FREE LECTURE: Dance Dance Evolution: How humans found their groove
Humans are really good at moving in time. Our knack for rhythmic synchronisation sets us apart from much of the animal world, aside from a few notable exceptions (parrots, sea lions, dolphins and possibly some other primates). Evolution is a tough business, and specialised cognitive abilities tend not to survive for long without a purpose. So, why can we dance? The answer may be in how we socialise.
Through this talk, I will explore contemporary theories which aim to explain the evolution of music and dance in terms of the social needs of our species. Coordinated, synchronised activity makes us like each other more, and may serve to bind groups together. Studies by myself and others are now trying to identify the neural-cognitive mechanisms involved in this synchrony-bonding effect, using a variety of methods: from motion capture to hormonal measurements.

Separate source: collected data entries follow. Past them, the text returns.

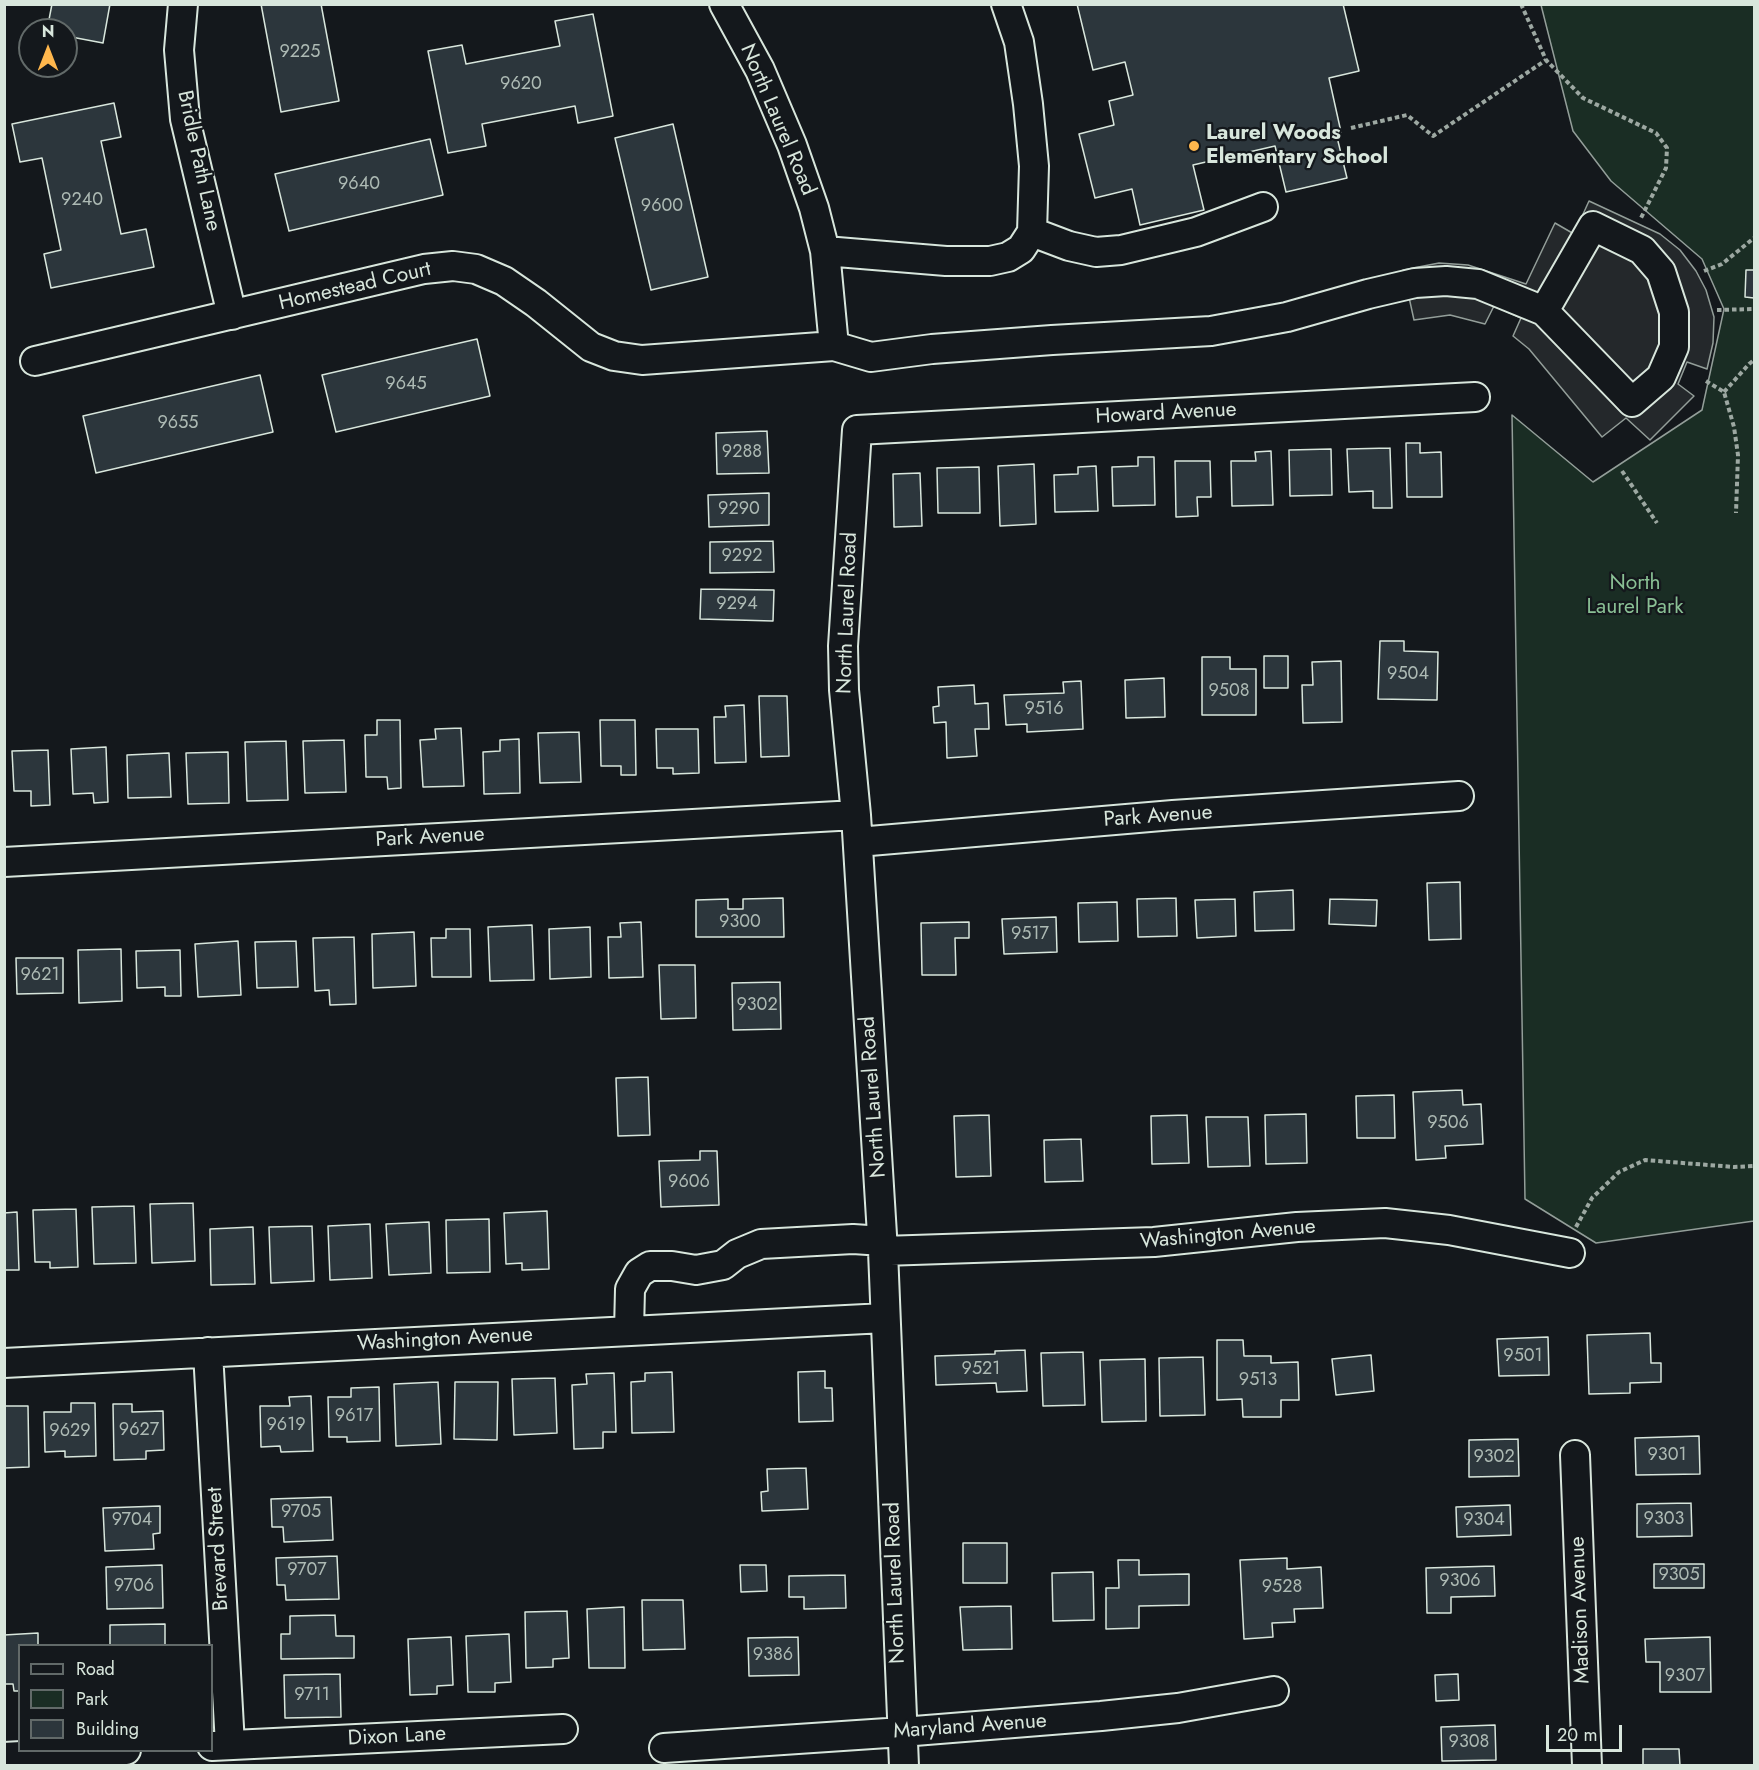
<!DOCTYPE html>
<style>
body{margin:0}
#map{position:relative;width:1759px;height:1770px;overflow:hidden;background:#14181c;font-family:Jost,sans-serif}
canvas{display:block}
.frame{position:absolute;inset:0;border:6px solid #d8e6dc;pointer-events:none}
.legend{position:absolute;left:18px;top:1644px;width:195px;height:108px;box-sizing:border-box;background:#14181c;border:2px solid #626a69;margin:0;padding:8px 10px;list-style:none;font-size:18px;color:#d8e6dc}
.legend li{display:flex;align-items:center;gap:12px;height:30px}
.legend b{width:30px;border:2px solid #626a69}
.north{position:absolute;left:18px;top:18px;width:60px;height:60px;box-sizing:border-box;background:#14181c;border:2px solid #626a69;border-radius:50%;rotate:0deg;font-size:16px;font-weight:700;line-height:24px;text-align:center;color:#d8e6dc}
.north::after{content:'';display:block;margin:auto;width:21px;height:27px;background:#ffb74d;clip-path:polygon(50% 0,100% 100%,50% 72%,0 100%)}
.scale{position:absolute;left:1546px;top:1725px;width:76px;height:27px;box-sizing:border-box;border:3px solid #d8e6dc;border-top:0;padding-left:8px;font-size:18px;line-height:21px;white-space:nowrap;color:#d8e6dc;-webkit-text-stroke:4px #14181c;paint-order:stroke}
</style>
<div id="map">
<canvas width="1759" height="1770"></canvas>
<div class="frame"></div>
<ul class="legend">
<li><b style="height:8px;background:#14181c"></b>Road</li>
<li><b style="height:16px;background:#1a2d24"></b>Park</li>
<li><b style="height:16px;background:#2c363c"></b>Building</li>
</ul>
<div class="north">N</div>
<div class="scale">20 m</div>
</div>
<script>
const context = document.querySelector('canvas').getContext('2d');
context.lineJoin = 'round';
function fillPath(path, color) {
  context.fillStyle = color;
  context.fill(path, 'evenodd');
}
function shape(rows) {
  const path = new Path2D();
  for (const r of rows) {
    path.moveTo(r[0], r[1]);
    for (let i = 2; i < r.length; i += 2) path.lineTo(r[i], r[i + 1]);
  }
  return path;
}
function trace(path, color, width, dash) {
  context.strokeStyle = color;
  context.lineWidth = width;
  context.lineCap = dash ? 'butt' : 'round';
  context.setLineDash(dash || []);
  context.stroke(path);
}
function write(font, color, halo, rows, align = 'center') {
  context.font = font + ' Jost,sans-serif';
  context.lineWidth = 4.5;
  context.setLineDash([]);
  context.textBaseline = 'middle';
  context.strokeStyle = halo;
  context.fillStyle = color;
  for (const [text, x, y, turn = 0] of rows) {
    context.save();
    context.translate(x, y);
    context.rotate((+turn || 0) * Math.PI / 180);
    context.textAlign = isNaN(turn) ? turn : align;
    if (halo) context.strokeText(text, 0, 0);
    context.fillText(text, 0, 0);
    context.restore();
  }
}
const green = shape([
 [1541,5,1754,5,1754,1221,1596,1243,1525,1199,1512,415,1593,482,1702,410,1724,309,1702,259,1611,181,1573,131,1541,5]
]);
fillPath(green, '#1a2d24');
trace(green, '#939e99', 1.5);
const parking = shape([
 [1589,201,1660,234,1680,250,1696,271,1706,290,1714,317,1713,343,1707,369,1687,362,1678,384,1694,396,1650,440,1626,418,1602,437,1529,349,1513,336,1521,318,1494,306,1485,324,1450,315,1414,320,1403,270,1439,263,1468,265,1526,284,1555,223,1574,234,1589,201]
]);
fillPath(parking, '#24282b');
trace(parking, '#939e99', 1.5);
const building = shape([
 [52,4,110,4,103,43,66,36,66,30,47,30,52,4],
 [261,4,321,4,339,101,281,112,261,4],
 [1077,4,1343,4,1359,71,1329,78,1341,132,1336,133,1347,178,1286,192,1275,146,1193,165,1204,210,1140,225,1132,189,1095,198,1079,134,1114,125,1109,101,1133,95,1125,62,1093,70,1077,4],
 [593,14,613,116,578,123,575,106,482,124,486,146,448,153,428,51,462,45,466,64,560,46,555,21,593,14],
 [114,103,121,137,101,141,121,234,146,229,154,267,51,288,44,254,61,250,42,158,20,162,12,124,114,103],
 [673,124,708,277,651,290,615,138,673,124],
 [430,139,443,195,289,231,275,174,430,139],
 [1746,270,1754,270,1754,298,1745,297,1746,270],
 [477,339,490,396,336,432,322,375,477,339],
 [260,375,273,432,96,473,83,416,260,375],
 [767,431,769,473,717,474,716,433,767,431],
 [1406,443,1420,443,1420,453,1441,452,1442,497,1407,497,1406,443],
 [1390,448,1392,508,1373,508,1373,491,1349,492,1347,449,1390,448],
 [1331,449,1332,495,1290,496,1289,450,1331,449],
 [1271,451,1273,505,1232,506,1231,461,1256,461,1255,452,1271,451],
 [1138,457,1154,457,1155,505,1113,506,1112,467,1138,466,1138,457],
 [1175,461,1210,461,1211,497,1197,497,1198,516,1176,517,1175,461],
 [1034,464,1036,524,1000,526,998,466,1034,464],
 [1096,466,1098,511,1055,512,1054,475,1078,474,1078,467,1096,466],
 [979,467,980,513,938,513,937,468,979,467],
 [920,473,922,526,894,527,893,474,920,473],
 [769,493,769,525,709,527,708,495,769,493],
 [773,541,774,572,710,573,710,542,773,541],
 [701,589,774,590,773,621,700,619,701,589],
 [1380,641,1404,641,1404,651,1438,652,1437,700,1378,699,1380,641],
 [1264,656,1288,656,1288,688,1264,688,1264,656],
 [1202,657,1230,657,1230,669,1256,669,1256,715,1202,715,1202,657],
 [1341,661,1342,722,1303,723,1302,685,1313,685,1312,662,1341,661],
 [1164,678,1165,717,1126,718,1125,680,1164,678],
 [1081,681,1083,729,1027,732,1027,724,1006,725,1004,695,1064,693,1063,682,1081,681],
 [974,685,975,704,988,703,989,729,975,729,977,756,947,758,946,722,934,723,933,707,939,706,938,687,974,685],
 [759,696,787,696,789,756,761,757,759,696],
 [744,705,746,762,715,763,714,717,726,717,725,706,744,705],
 [377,720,400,720,401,788,388,789,387,777,366,777,365,735,377,735,377,720],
 [600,720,635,720,636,775,621,775,621,766,601,766,600,720],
 [461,728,464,786,423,787,420,740,436,739,435,729,461,728],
 [656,729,698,729,699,773,673,774,673,768,657,768,656,729],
 [579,732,581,782,540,783,538,733,579,732],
 [519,739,520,793,484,794,483,752,500,751,500,740,519,739],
 [344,740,346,792,305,793,303,741,344,740],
 [286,741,288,800,247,801,245,742,286,741],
 [106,747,108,802,94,803,93,793,73,794,71,749,106,747],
 [48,750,50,805,31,806,31,791,14,791,12,751,48,750],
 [228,752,229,803,188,804,186,753,228,752],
 [169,753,171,797,128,798,127,755,169,753],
 [1460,882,1461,939,1429,940,1427,883,1460,882],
 [1293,890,1294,930,1255,931,1254,892,1293,890],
 [783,898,784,937,696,937,696,900,728,899,728,909,743,909,743,899,783,898],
 [1176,898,1177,936,1138,937,1137,899,1176,898],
 [1235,899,1236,936,1197,938,1195,900,1235,899],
 [1330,899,1377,900,1376,926,1329,924,1330,899],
 [1117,902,1118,941,1079,942,1078,903,1117,902],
 [1056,917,1057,952,1004,954,1002,919,1056,917],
 [641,922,643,977,609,978,608,937,621,937,620,923,641,922],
 [969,922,969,938,955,938,956,975,922,975,921,923,969,922],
 [532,925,534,980,490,981,488,927,532,925],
 [590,927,591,977,550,979,549,929,590,927],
 [446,929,470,929,471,977,432,977,431,938,446,938,446,929],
 [414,932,416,986,373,988,372,934,414,932],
 [354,937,356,1004,330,1005,329,990,315,991,313,938,354,937],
 [238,941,241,995,198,997,195,944,238,941],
 [296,941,298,987,257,988,255,942,296,941],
 [121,949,122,1001,79,1003,78,950,121,949],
 [180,950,181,996,165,996,165,987,137,988,136,951,180,950],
 [16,958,63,958,63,993,17,994,16,958],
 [659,965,695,965,696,1018,661,1019,659,965],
 [780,982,781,1029,733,1030,732,983,780,982],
 [648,1077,650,1135,618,1136,616,1078,648,1077],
 [1462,1090,1463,1105,1481,1104,1483,1144,1445,1146,1446,1158,1416,1160,1413,1092,1462,1090],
 [1394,1095,1395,1138,1357,1138,1356,1096,1394,1095],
 [1306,1114,1307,1163,1266,1164,1265,1115,1306,1114],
 [989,1115,991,1176,956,1177,954,1116,989,1115],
 [1187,1115,1189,1163,1152,1164,1151,1116,1187,1115],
 [1206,1117,1248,1117,1250,1166,1208,1167,1206,1117],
 [1081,1139,1083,1181,1045,1182,1044,1140,1081,1139],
 [700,1151,717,1151,719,1205,661,1207,659,1161,700,1160,700,1151],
 [193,1203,195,1261,152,1263,150,1204,193,1203],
 [134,1206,136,1263,94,1264,92,1207,134,1206],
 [76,1209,78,1267,50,1268,50,1262,35,1262,33,1210,76,1209],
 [547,1211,549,1269,522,1270,522,1263,506,1264,504,1213,547,1211],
 [17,1212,19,1270,4,1270,4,1213,17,1212],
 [489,1219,490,1272,447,1273,446,1220,489,1219],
 [429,1222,431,1273,389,1275,386,1224,429,1222],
 [370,1224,372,1278,330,1280,328,1226,370,1224],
 [312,1226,314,1281,271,1283,269,1227,312,1226],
 [253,1227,255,1284,211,1285,210,1229,253,1227],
 [1650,1333,1651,1363,1661,1363,1661,1382,1630,1383,1630,1393,1589,1394,1587,1335,1650,1333],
 [1548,1337,1549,1375,1499,1376,1497,1339,1548,1337],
 [1217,1340,1243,1340,1244,1356,1271,1356,1271,1363,1298,1362,1299,1400,1281,1400,1281,1417,1243,1417,1242,1399,1217,1400,1217,1340],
 [1025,1350,1027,1391,997,1392,996,1383,936,1385,935,1356,995,1354,995,1351,1025,1350],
 [1083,1352,1085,1405,1043,1406,1041,1353,1083,1352],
 [1371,1355,1374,1391,1336,1395,1332,1359,1371,1355],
 [1203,1357,1205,1415,1160,1416,1159,1358,1203,1357],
 [1145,1359,1146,1421,1102,1422,1100,1360,1145,1359],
 [825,1371,825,1388,832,1388,833,1421,799,1422,798,1372,825,1371],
 [672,1372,674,1432,632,1433,631,1382,645,1381,645,1373,672,1372],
 [614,1373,616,1432,603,1432,603,1448,574,1449,572,1385,587,1384,586,1374,614,1373],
 [555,1378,557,1433,514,1435,512,1379,555,1378],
 [438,1382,441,1444,396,1446,394,1384,438,1382],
 [455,1382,498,1382,497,1440,454,1439,455,1382],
 [379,1387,380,1441,347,1442,347,1437,329,1437,328,1397,351,1397,351,1388,379,1387],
 [311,1396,313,1451,281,1452,280,1446,261,1447,260,1406,290,1406,289,1397,311,1396],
 [71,1403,95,1403,96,1456,65,1457,65,1451,45,1452,44,1412,71,1412,71,1403],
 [113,1404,132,1404,132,1412,163,1411,164,1450,146,1451,146,1459,114,1460,113,1404],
 [4,1406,28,1406,29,1467,4,1468,4,1406],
 [1699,1436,1700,1474,1636,1475,1635,1438,1699,1436],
 [1518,1439,1519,1476,1469,1477,1469,1440,1518,1439],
 [806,1468,808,1509,762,1511,761,1492,768,1491,767,1469,806,1468],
 [331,1497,333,1540,284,1542,283,1527,272,1527,271,1499,331,1497],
 [1691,1503,1692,1536,1637,1537,1637,1504,1691,1503],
 [1510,1505,1511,1535,1457,1537,1456,1507,1510,1505],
 [160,1506,160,1533,153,1534,154,1549,105,1551,103,1508,160,1506],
 [963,1543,1007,1543,1007,1583,963,1583,963,1543],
 [337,1556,339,1599,286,1600,285,1585,277,1585,276,1558,337,1556],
 [1287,1558,1287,1569,1321,1567,1323,1608,1294,1609,1295,1622,1272,1623,1273,1637,1244,1639,1240,1560,1287,1558],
 [1118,1560,1139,1560,1139,1575,1189,1574,1189,1605,1139,1606,1139,1628,1106,1629,1106,1588,1119,1588,1118,1560],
 [1654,1564,1704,1564,1704,1588,1654,1588,1654,1564],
 [162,1565,163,1608,107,1609,106,1567,162,1565],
 [740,1565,766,1565,767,1591,741,1592,740,1565],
 [1494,1566,1495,1596,1451,1597,1451,1613,1427,1613,1426,1568,1494,1566],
 [1093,1572,1094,1620,1053,1621,1052,1573,1093,1572],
 [845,1575,846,1608,804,1609,804,1597,789,1597,789,1576,845,1575],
 [642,1600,683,1600,685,1649,643,1650,642,1600],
 [1011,1606,1012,1649,963,1650,960,1607,1011,1606],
 [624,1607,625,1668,589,1668,587,1609,624,1607],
 [567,1611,569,1658,553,1659,553,1667,526,1668,525,1612,567,1611],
 [335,1615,336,1636,354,1636,354,1658,281,1659,281,1634,290,1634,290,1616,335,1615],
 [165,1624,165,1646,110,1646,110,1625,165,1624],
 [38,1633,38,1646,20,1646,20,1691,14,1691,13,1684,4,1684,4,1635,38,1633],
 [509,1634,511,1682,495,1683,495,1692,468,1692,466,1636,509,1634],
 [451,1637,453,1685,437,1686,437,1694,410,1695,408,1639,451,1637],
 [798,1637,799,1675,749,1676,748,1638,798,1637],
 [1710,1637,1711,1692,1660,1692,1660,1662,1646,1662,1645,1639,1710,1637],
 [340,1674,341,1717,285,1718,284,1675,340,1674],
 [1458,1674,1459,1700,1436,1701,1435,1675,1458,1674],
 [1495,1725,1496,1760,1442,1761,1441,1727,1495,1725],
 [1643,1749,1679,1749,1680,1766,1643,1766,1643,1749]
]);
fillPath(building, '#2c363c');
trace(building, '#d8e6dc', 1.5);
const minor = shape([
 [183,4,179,50,185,119,232,315],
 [724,4,760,70,792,145,814,208,825,251,834,346],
 [1032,232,1069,246,1096,252,1121,250,1196,232,1263,207],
 [825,251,946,261,990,261,1008,257,1021,249,1032,232,1034,166,1028,104,1019,42,1006,4],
 [35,361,424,269,453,266,476,269,504,281,536,303,591,347,614,356,642,360,834,346,871,357,932,349,1052,340,1211,331,1287,317,1368,294,1415,283,1446,281,1478,284,1544,311,1632,402,1661,377,1674,347,1674,312,1661,272,1642,250,1593,226,1544,311],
 [858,842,1173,815,1459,796],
 [4,862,856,815],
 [883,1251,1154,1242,1297,1227,1385,1223,1449,1230,1570,1253],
 [629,1331,630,1289,639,1273,650,1266,672,1266,696,1270,723,1265,737,1254,761,1244,853,1239,883,1241],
 [208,1352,230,1745],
 [4,1363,885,1318],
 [1575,1455,1587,1766],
 [212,1746,563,1729],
 [664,1748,902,1732,1101,1716,1178,1708,1274,1691],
 [4,1757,126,1750],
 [904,1766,883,1251,856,815,844,690,843,646,857,430,1475,397]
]);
trace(minor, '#d8e6dc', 32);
trace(shape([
 [1521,4,1546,60,1583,98,1656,133,1667,148,1666,168,1641,218],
 [1351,128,1407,115,1433,136,1546,60],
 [1704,271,1722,264,1754,238],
 [1717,310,1754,309],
 [1706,381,1724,392,1734,427,1738,455,1736,513],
 [1724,392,1749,364,1754,360],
 [1622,471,1657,523],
 [1576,1227,1592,1198,1619,1172,1645,1160,1734,1167,1754,1166]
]), '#9da8a2', 4, [4.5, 3]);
trace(minor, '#14181c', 28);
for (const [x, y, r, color] of [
 [1194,146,6,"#ffb74d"]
]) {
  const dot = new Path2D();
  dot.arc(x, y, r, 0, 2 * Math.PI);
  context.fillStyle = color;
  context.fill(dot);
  trace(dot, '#14181c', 2);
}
write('18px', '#adbab4', null, [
 ["9225",300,53],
 ["9620",521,85],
 ["9640",359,185],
 ["9240",82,201],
 ["9600",662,207],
 ["9645",406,385],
 ["9655",178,424],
 ["9288",742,453],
 ["9290",739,510],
 ["9292",742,557],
 ["9294",737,605],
 ["9504",1408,675],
 ["9508",1229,692],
 ["9516",1044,710],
 ["9300",740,923],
 ["9517",1030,935],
 ["9621",40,976],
 ["9302",757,1006],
 ["9506",1448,1124],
 ["9606",689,1183],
 ["9501",1523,1357],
 ["9521",981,1370],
 ["9513",1258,1381],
 ["9617",354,1417],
 ["9619",286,1426],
 ["9627",139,1431],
 ["9629",70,1432],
 ["9301",1667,1456],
 ["9302",1494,1458],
 ["9705",301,1513],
 ["9303",1664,1520],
 ["9704",132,1521],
 ["9304",1484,1521],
 ["9707",307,1571],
 ["9305",1679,1576],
 ["9306",1460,1582],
 ["9706",134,1587],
 ["9528",1282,1588],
 ["9386",773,1656],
 ["9307",1685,1677],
 ["9711",312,1696],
 ["9308",1469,1743]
]);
write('21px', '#d8e6dc', '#14181c', [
 ["North Laurel Road",777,120,67],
 ["Bridle Path Lane",198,161,78],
 ["Homestead Court",355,287,-13],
 ["Howard Avenue",1166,414,-3],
 ["North Laurel Road",848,613,-88],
 ["Park Avenue",1158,817,-4],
 ["Park Avenue",430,838,-3],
 ["North Laurel Road",874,1097,-94],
 ["Washington Avenue",1228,1235,-5],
 ["Washington Avenue",445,1340,-3],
 ["Brevard Street",219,1549,-93],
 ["North Laurel Road",896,1583,-92],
 ["Madison Avenue",1581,1610,-92],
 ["Maryland Avenue",970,1727,-4],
 ["Dixon Lane",397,1737,-3]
]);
write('bold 21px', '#d8e6dc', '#14181c', [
 ["Laurel Woods",1206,134],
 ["Elementary School",1206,158]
], 'left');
write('21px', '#8ac095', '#14181c', [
 ["North",1635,584],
 ["Laurel Park",1635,608]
]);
</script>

In a world that is increasingly divided, understanding ways in which humans have traditionally bound groups together has never been more important. If we developed a capacity for rhythmic synchronisation as a mechanism for building positive feelings of affiliation between individuals in large social groups, then we would do well to learn from our ancestors and remember how to boogie.
Joshua Bamford grew up in Perth, with his biologist parents and a variety of native fauna. He completed a B.Mus.(Hons), B.Sc. combined degree at UWA in 2013, while working as a singer (WA Opera), circus skills instructor, and venue assistant (UWA School of Music). In his final year at UWA, Joshua won both the Lady Callaway Medal, and Cruickshank-Routley Award. He has since been studying in the Music, Mind and Technology Master’s Programme at the University of Jyväskylä, including an exchange semester and research internship at the Cognitive Biology department of the University of Vienna. Joshua edits the Australian Music & Psychology Society Newsletter and sits on the council for the International Conference of Students of Systematic Musicology. Having received a D.Phil. offer from the University of Oxford, he is now raising funds for the next stage of his research. If he had spare time, he would be out swing dancing.